Pourtant, malheureusement, l’avenir du programme au Kazakhstan reste incertain, et aucun nouveau participant n’a été inscrit depuis décembre 2017.

Fin juin 2018, une commission gouvernementale a annoncé que le programme pilote se poursuivrait, mais qu’il ne serait pas étendu aux autres régions du pays. Une enquête sur la rentabilité du programme est en cours et les résultats seront présentés d’ici au mois de novembre. L’Union des personnes vivant avec le VIH du Kazakhstan en a appelé au Président du Kazakhstan pour que le programme ne soit pas abandonné, en insistant sur le fait qu’un soutien aux ripostes nationales au VIH efficaces était fondamental pour avancer sur les objectifs 90-90-90.

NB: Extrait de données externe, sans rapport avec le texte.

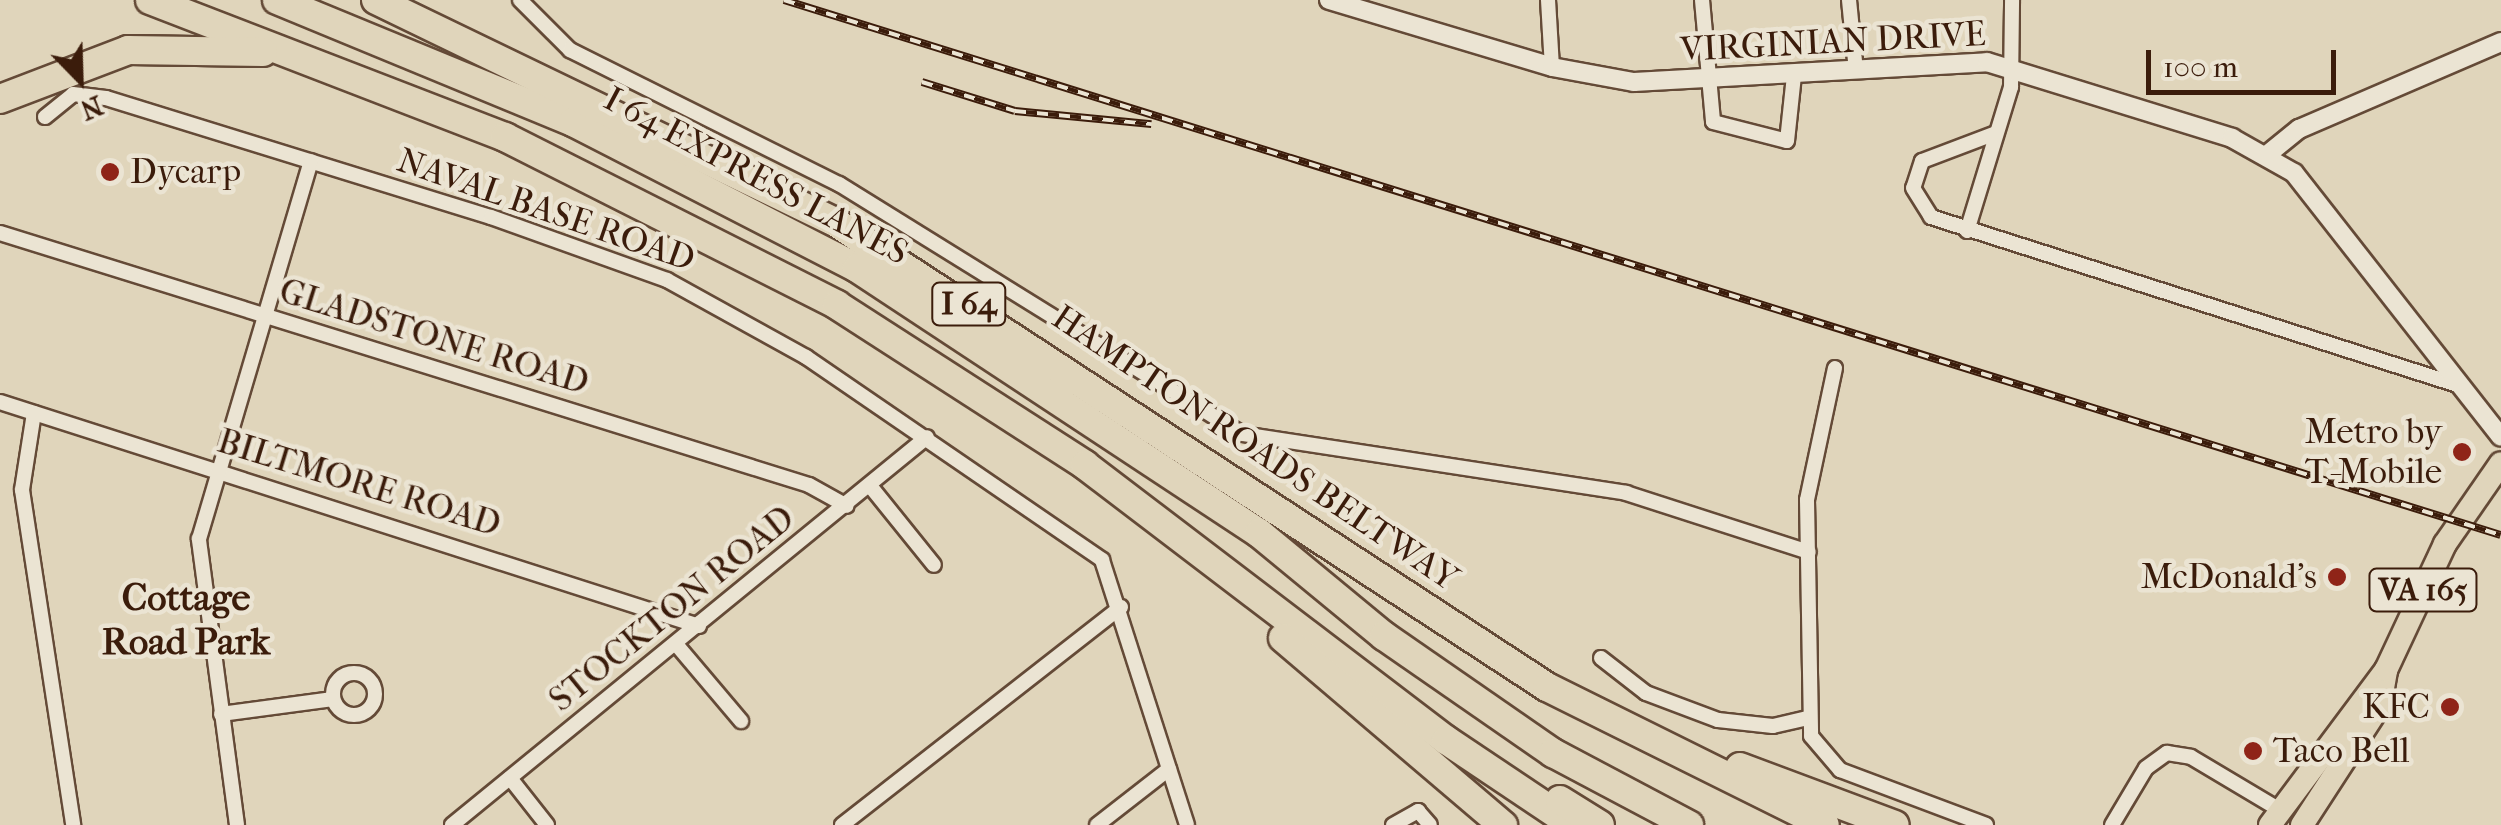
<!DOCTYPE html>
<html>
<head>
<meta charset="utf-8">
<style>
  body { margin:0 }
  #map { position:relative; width:2501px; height:825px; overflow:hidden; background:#e0d5bb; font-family:"IM FELL French Canon",serif }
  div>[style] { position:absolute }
  .roads { filter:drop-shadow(2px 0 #644a37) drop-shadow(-2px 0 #644a37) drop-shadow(0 2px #644a37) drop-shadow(0 -2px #644a37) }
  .minor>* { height:14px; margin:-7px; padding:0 7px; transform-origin:7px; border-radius:7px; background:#ebe4d3 }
  .minor>.ring { margin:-7px; padding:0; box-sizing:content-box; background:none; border:14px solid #ebe4d3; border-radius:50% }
  .tertiary>* { height:18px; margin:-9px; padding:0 9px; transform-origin:9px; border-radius:9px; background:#ebe4d3 }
  .primary>* { height:22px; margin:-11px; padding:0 11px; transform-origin:11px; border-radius:11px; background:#e0d5bb }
  .motorway>* { height:28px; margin:-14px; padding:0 14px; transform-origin:14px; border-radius:14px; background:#e0d5bb }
  .rail>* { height:8px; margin-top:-4px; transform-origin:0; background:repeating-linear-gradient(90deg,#ebe4d3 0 11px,#3b1c0b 0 22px); box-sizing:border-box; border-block:2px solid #3b1c0b }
  .dots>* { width:28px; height:28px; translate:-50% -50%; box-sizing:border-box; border:5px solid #ebe4d3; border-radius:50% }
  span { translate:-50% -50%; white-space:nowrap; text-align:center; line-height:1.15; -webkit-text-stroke:9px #ebe4d3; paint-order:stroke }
  .shield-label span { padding:2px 8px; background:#ebe4d3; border:2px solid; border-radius:8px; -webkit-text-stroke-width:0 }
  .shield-label { font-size:32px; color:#3b1c0b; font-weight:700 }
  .street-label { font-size:35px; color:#3b1c0b }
  .poi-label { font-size:35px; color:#3b1c0b }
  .left { translate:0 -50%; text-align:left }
  .right { translate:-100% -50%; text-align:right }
  .neighbourhood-label { font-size:38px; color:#3b1c0b; font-weight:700 }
  .north { position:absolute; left:30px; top:30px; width:100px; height:100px; -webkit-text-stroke:8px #ebe4d3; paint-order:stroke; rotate:157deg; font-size:28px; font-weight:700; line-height:40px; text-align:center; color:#3b1c0b }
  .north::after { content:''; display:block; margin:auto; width:35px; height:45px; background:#3b1c0b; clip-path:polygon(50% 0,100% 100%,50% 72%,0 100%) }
  .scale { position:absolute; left:2146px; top:50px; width:190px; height:45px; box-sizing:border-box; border:5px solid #3b1c0b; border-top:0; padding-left:12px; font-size:30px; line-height:35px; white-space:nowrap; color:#3b1c0b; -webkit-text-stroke:8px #ebe4d3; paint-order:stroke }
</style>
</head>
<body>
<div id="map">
  <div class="roads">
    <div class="minor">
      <div style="left:520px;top:0;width:71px;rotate:45deg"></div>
      <div style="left:570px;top:50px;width:301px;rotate:26.5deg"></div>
      <div style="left:839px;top:184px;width:474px;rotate:31.8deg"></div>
      <div style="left:1242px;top:434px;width:389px;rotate:8.7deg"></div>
      <div style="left:1626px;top:493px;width:192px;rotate:17.9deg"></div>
      <div style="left:1548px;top:0;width:67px;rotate:86.6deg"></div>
      <div style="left:1702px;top:0;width:122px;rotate:84.8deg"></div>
      <div style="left:1713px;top:122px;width:76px;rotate:14.4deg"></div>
      <div style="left:1787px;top:141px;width:66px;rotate:-83.9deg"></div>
      <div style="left:1849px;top:0;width:71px;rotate:84.4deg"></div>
      <div style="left:45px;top:117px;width:36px;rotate:-39deg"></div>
      <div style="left:73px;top:94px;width:33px;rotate:7deg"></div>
      <div style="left:106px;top:98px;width:403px;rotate:17.2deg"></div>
      <div style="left:491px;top:217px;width:187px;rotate:19.7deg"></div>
      <div style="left:667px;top:280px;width:159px;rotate:29deg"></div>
      <div style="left:806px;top:357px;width:359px;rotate:34.4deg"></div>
      <div style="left:1102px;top:560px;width:278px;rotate:72.2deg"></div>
      <div style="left:1996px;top:133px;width:79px;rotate:159.3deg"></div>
      <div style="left:1922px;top:161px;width:28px;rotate:108deg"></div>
      <div style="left:1913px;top:188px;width:34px;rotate:58deg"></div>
      <div style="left:1931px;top:217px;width:556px;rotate:17.69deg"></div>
      <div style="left:1967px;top:231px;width:151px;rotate:-73deg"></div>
      <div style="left:2011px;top:87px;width:87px;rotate:-89.3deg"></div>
      <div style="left:0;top:233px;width:847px;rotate:17.3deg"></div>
      <div style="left:809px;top:485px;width:43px;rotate:28.9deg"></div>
      <div style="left:1835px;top:368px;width:135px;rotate:102deg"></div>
      <div style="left:1807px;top:500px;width:236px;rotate:89deg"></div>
      <div style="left:1811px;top:736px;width:45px;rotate:49.5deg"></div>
      <div style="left:1840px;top:770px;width:156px;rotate:20.6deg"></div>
      <div style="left:0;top:402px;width:734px;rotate:17.77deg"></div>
      <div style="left:34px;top:413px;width:78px;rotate:98.9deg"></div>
      <div style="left:22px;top:490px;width:339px;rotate:81.3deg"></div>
      <div style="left:871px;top:487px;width:100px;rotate:51.1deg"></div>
      <div style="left:676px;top:644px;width:101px;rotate:49.8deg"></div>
      <div style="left:1601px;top:658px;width:57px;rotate:37.9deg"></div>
      <div style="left:1646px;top:693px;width:77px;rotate:20.6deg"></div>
      <div style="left:1718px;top:720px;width:55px;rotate:6.2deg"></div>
      <div style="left:1773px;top:726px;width:35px;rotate:-13deg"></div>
      <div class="ring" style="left:333px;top:673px;width:28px;height:28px"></div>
      <div style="left:221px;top:714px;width:113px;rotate:-7.6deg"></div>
      <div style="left:510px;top:778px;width:60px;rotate:51.8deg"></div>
      <div style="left:237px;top:825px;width:289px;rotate:-97.6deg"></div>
      <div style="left:199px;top:539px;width:394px;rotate:-73.5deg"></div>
      <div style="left:452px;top:825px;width:613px;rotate:-39.24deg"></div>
      <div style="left:842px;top:825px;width:354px;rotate:-38deg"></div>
      <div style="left:1097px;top:825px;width:91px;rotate:-37.9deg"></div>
      <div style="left:1393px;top:825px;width:29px;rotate:-29deg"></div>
      <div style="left:1418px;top:811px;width:18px;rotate:49deg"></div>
      <div style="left:2112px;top:825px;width:66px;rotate:-59.2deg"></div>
      <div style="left:2146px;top:768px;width:26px;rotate:-36deg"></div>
      <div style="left:2167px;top:753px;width:24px;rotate:9deg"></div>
      <div style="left:2191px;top:757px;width:104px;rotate:30.8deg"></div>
    </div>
    <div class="tertiary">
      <div style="left:1329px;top:0;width:233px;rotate:16.7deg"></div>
      <div style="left:1552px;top:67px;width:83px;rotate:10.4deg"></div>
      <div style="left:1634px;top:82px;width:354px;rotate:-3.2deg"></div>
      <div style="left:1987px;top:62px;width:257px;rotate:17.2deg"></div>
      <div style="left:2232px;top:138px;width:71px;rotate:29.4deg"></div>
      <div style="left:2294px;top:173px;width:335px;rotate:51.9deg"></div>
      <div style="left:2268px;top:154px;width:40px;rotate:-39deg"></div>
      <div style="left:2299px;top:129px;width:220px;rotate:-23.3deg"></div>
    </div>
    <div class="primary">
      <div style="left:2270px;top:825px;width:194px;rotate:-53.2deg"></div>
      <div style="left:2302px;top:825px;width:143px;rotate:-57deg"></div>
      <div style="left:2380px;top:705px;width:36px;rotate:-80deg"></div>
      <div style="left:2386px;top:670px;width:139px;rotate:-64.9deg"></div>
      <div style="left:2445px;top:544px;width:98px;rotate:-55.3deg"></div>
    </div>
    <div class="motorway">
      <div style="left:150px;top:0;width:381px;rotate:21.1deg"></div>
      <div style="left:505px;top:137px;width:372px;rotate:26.8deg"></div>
      <div style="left:837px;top:305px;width:295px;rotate:32.8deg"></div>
      <div style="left:1085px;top:465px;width:454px;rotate:37.3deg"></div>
      <div style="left:1446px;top:740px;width:153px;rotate:33.8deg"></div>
      <div style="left:277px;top:0;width:320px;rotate:22.4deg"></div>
      <div style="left:573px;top:122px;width:319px;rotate:27.2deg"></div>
      <div style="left:857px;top:268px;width:481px;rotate:33.4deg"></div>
      <div style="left:1259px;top:533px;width:162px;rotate:39.5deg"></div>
      <div style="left:1384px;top:636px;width:206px;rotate:34.7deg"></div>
      <div style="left:1553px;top:753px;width:154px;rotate:27.9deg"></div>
      <div style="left:376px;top:0;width:510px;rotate:25.81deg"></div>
      <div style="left:835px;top:222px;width:850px;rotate:33.15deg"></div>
      <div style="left:1547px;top:687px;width:310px;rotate:26.4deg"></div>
      <div style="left:0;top:99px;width:137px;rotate:-20.9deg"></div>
      <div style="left:128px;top:50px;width:135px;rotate:0.8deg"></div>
      <div style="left:1283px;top:638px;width:289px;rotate:40.4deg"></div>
      <div style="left:1740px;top:767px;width:165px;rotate:20.5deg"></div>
      <div style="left:1560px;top:800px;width:47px;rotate:32deg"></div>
    </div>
  </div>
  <div class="rail">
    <div style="left:784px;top:0;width:1798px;rotate:17.31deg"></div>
    <div style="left:922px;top:82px;width:97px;rotate:17.3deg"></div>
    <div style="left:1015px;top:111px;width:137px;rotate:5.5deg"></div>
  </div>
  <div class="dots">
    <div style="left:110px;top:172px;background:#8f2418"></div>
    <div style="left:2462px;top:452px;background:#8f2418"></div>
    <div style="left:2337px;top:577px;background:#8f2418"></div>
    <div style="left:2450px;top:707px;background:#8f2418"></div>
    <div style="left:2253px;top:751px;background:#8f2418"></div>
  </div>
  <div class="shield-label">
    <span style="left:969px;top:304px">I 64</span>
    <span style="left:2423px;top:590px">VA 165</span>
  </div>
  <div class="street-label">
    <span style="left:1833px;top:42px;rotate:-3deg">VIRGINIAN DRIVE</span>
    <span style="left:756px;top:176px;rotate:28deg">I 64 EXPRESS LANES</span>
    <span style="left:546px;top:210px;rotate:19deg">NAVAL BASE ROAD</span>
    <span style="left:434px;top:337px;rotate:17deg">GLADSTONE ROAD</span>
    <span style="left:1255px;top:448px;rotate:34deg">HAMPTON ROADS BELTWAY</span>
    <span style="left:359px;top:483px;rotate:17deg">BILTMORE ROAD</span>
    <span style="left:672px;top:609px;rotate:-39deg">STOCKTON ROAD</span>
  </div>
  <div class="poi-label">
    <span class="left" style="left:130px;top:172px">Dycarp</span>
    <span class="right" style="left:2442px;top:452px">Metro by<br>T-Mobile</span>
    <span class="right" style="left:2317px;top:577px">McDonald's</span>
    <span class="right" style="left:2430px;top:707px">KFC</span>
    <span class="left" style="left:2273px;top:751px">Taco Bell</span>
  </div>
  <div class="neighbourhood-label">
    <span style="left:186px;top:620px">Cottage<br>Road Park</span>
  </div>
  <div class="north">N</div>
  <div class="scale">100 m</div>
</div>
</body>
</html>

« Tandis que les organismes chargés de l’application des lois sont en train de décider si le traitement de substitution aux opiacés est approprié ou pas, le nombre de personnes qui accèdent au programme reste très limité. Le programme doit non seulement être maintenu, mais il doit aussi sortir de son statut de projet pilote pour devenir disponible et accessible partout au Kazakhstan pour les consommateurs de drogues injectables », a déclaré Oksana Ibrahimova, Coordonnatrice de l’Union des personnes vivant avec le VIH du Kazakhstan.

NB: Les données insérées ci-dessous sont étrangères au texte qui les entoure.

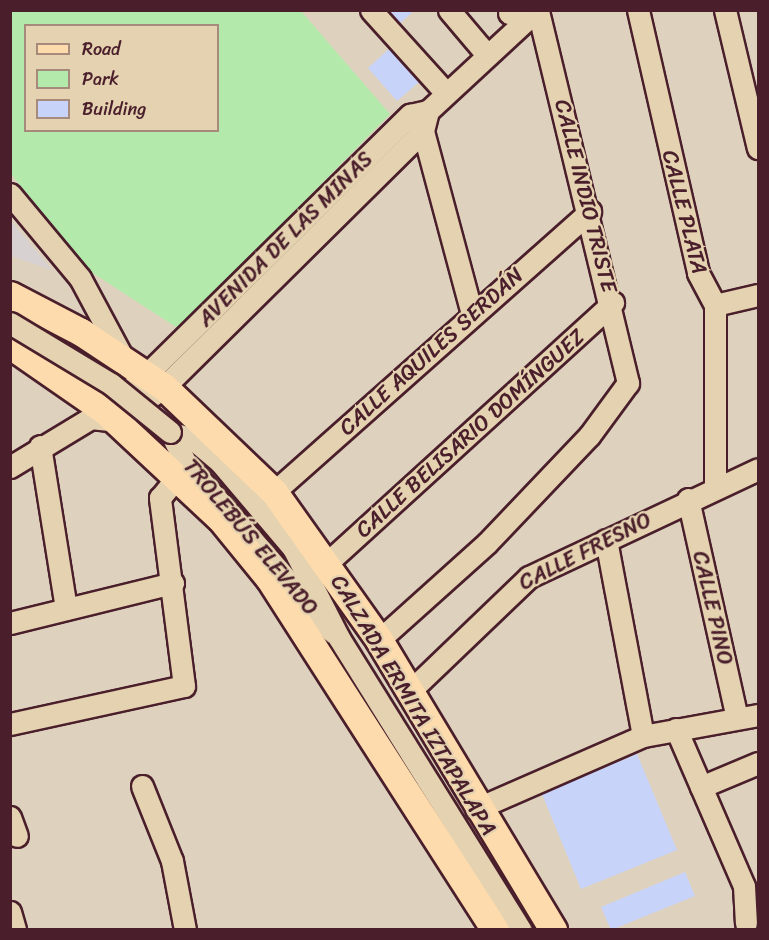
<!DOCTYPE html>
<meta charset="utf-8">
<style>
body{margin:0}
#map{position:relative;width:769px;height:940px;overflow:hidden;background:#ded2bf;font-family:Sriracha,sans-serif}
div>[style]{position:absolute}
.built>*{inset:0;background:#d7d2d1}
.green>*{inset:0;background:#b3e9ab}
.building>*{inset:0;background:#c8d3fa}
.roads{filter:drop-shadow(2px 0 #4a1f2b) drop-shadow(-2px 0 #4a1f2b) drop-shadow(0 2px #4a1f2b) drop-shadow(0 -2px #4a1f2b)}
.minor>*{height:21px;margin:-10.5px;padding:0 10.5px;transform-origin:10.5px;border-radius:10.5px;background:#e4d2b0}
.major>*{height:27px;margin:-13.5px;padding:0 13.5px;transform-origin:13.5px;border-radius:13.5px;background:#fedbac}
.bridges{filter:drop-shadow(2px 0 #4a1f2b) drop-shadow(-2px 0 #4a1f2b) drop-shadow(0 2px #4a1f2b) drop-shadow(0 -2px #4a1f2b)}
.minor-bridge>*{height:21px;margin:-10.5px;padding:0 10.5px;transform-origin:10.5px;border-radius:10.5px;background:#e4d2b0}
span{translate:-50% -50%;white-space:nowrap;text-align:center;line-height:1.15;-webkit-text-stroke:4.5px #e4d2b0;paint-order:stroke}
.street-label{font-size:22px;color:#4a1f2b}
.frame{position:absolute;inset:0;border:12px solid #4a1f2b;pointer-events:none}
.legend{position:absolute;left:24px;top:24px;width:195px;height:108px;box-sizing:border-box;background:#e4d2b0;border:2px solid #a68a7b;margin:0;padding:8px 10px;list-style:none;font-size:18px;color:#4a1f2b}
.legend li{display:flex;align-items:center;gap:12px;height:30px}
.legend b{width:30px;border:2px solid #a68a7b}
</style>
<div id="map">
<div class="built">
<i style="clip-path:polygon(11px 221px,52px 270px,11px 256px)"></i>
</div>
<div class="green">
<i style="clip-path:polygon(evenodd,10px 11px,301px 11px,390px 114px,179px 329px,88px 270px,11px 174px,10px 11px,26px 26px,218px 26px,218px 130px,26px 130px,26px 26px)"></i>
</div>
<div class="building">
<i style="clip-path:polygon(389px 10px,415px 10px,400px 23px)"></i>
<i style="clip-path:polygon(389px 49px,419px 82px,397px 101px,368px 68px)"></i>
<i style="clip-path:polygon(637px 754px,677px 850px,581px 889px,542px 794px)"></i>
<i style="clip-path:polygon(685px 872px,695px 896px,611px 930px,601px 907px)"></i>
</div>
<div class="roads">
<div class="minor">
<i style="left:371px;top:10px;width:112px;rotate:47.9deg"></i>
<i style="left:449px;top:10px;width:59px;rotate:49.8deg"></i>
<i style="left:638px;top:10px;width:270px;rotate:77.1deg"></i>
<i style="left:698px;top:273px;width:36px;rotate:62deg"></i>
<i style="left:715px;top:305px;width:181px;rotate:90deg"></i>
<i style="left:725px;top:10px;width:142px;rotate:76.6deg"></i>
<i style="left:509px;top:13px;width:5px;rotate:-37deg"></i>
<i style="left:416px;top:122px;width:11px;rotate:52deg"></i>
<i style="left:423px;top:131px;width:189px;rotate:75deg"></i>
<i style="left:10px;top:194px;width:109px;rotate:50.2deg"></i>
<i style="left:80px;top:278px;width:93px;rotate:61.8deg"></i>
<i style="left:715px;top:305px;width:44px;rotate:-13.1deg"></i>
<i style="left:90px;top:418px;width:27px;rotate:6deg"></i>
<i style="left:117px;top:421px;width:58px;rotate:-35.9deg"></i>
<i style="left:164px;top:387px;width:364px;rotate:-44.7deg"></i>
<i style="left:423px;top:131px;width:21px;rotate:-76deg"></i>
<i style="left:428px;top:111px;width:149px;rotate:-42.8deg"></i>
<i style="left:170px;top:432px;width:25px;rotate:18deg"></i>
<i style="left:194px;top:440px;width:34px;rotate:40deg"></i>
<i style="left:220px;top:462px;width:113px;rotate:49.7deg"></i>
<i style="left:293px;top:548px;width:101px;rotate:62.9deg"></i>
<i style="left:339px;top:638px;width:344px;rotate:58.1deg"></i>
<i style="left:170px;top:432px;width:34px;rotate:63deg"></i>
<i style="left:185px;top:462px;width:225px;rotate:49.1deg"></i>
<i style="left:40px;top:446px;width:165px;rotate:80.9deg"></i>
<i style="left:10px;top:467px;width:110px;rotate:-31.2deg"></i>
<i style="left:104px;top:410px;width:55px;rotate:-39.8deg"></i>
<i style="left:146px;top:375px;width:371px;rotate:-44.6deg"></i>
<i style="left:410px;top:115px;width:18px;rotate:-13deg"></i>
<i style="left:274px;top:492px;width:423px;rotate:-41.6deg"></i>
<i style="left:688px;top:499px;width:224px;rotate:77.4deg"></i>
<i style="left:606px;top:540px;width:199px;rotate:79.3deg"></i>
<i style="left:327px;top:563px;width:387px;rotate:-42.3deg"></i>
<i style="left:10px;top:623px;width:168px;rotate:-13.8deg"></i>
<i style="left:379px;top:640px;width:145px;rotate:-41.9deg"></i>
<i style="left:487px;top:543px;width:148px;rotate:-46.4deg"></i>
<i style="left:589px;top:436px;width:66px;rotate:-53.7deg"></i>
<i style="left:628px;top:383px;width:384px;rotate:-103.6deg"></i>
<i style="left:409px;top:692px;width:166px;rotate:-43.8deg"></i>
<i style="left:529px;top:577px;width:253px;rotate:-25.2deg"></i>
<i style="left:10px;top:724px;width:178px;rotate:-12.3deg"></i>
<i style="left:184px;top:686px;width:190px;rotate:-97.3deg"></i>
<i style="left:160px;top:498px;width:28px;rotate:-51deg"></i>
<i style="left:676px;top:729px;width:171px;rotate:66.6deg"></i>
<i style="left:744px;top:886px;width:37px;rotate:87deg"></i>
<i style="left:142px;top:786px;width:81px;rotate:68.2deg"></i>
<i style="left:172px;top:861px;width:70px;rotate:79.3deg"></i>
<i style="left:701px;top:787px;width:62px;rotate:-22.8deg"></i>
<i style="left:476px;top:809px;width:182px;rotate:-23.6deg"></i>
<i style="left:643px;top:736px;width:117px;rotate:-10.3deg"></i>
<i style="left:10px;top:817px;width:20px;rotate:70deg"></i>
<i style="left:10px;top:912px;width:19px;rotate:74deg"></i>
</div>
<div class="major">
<i style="left:10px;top:295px;width:80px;rotate:27.5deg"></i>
<i style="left:81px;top:332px;width:100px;rotate:33.5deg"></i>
<i style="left:164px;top:387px;width:152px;rotate:43.7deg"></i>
<i style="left:274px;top:492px;width:181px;rotate:54.6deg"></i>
<i style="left:379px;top:640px;width:338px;rotate:59deg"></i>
<i style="left:10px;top:345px;width:114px;rotate:34.7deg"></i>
<i style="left:104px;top:410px;width:158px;rotate:43deg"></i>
<i style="left:220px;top:518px;width:77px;rotate:50.8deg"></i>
<i style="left:269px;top:578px;width:418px;rotate:57.3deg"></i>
</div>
</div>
<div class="bridges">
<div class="minor-bridge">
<i style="left:10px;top:323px;width:118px;rotate:31.1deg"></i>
<i style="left:111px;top:384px;width:76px;rotate:39.1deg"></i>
</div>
</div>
<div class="street-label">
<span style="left:586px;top:196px;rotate:76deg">CALLE INDIO TRISTE</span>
<span style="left:685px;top:212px;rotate:76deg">CALLE PLATA</span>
<span style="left:285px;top:239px;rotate:-45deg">AVENIDA DE LAS MINAS</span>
<span style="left:431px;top:351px;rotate:-42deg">CALLE AQUILES SERDÁN</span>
<span style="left:470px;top:433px;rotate:-42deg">CALLE BELISARIO DOMÍNGUEZ</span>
<span style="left:251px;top:537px;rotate:50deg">TROLEBÚS ELEVADO</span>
<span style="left:585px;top:551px;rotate:-27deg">CALLE FRESNO</span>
<span style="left:713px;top:608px;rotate:77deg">CALLE PINO</span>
<span style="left:414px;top:705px;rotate:59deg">CALZADA ERMITA IZTAPALAPA</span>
</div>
<div class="frame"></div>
<ul class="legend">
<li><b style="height:8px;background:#fedbac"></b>Road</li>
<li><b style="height:16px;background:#b3e9ab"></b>Park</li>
<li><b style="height:16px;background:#c8d3fa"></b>Building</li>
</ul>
</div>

Il existe aujourd’hui 13 centres de traitement de substitution aux opiacés au Kazakhstan, dans neuf des seize régions du pays. Depuis le lancement du programme en 2008, plus d’un millier de personnes en ont bénéficié. Actuellement, 322 personnes sont inscrites à ce programme, dont la majorité a cessé de consommer des drogues, a retrouvé un emploi et vit une vie normale en famille.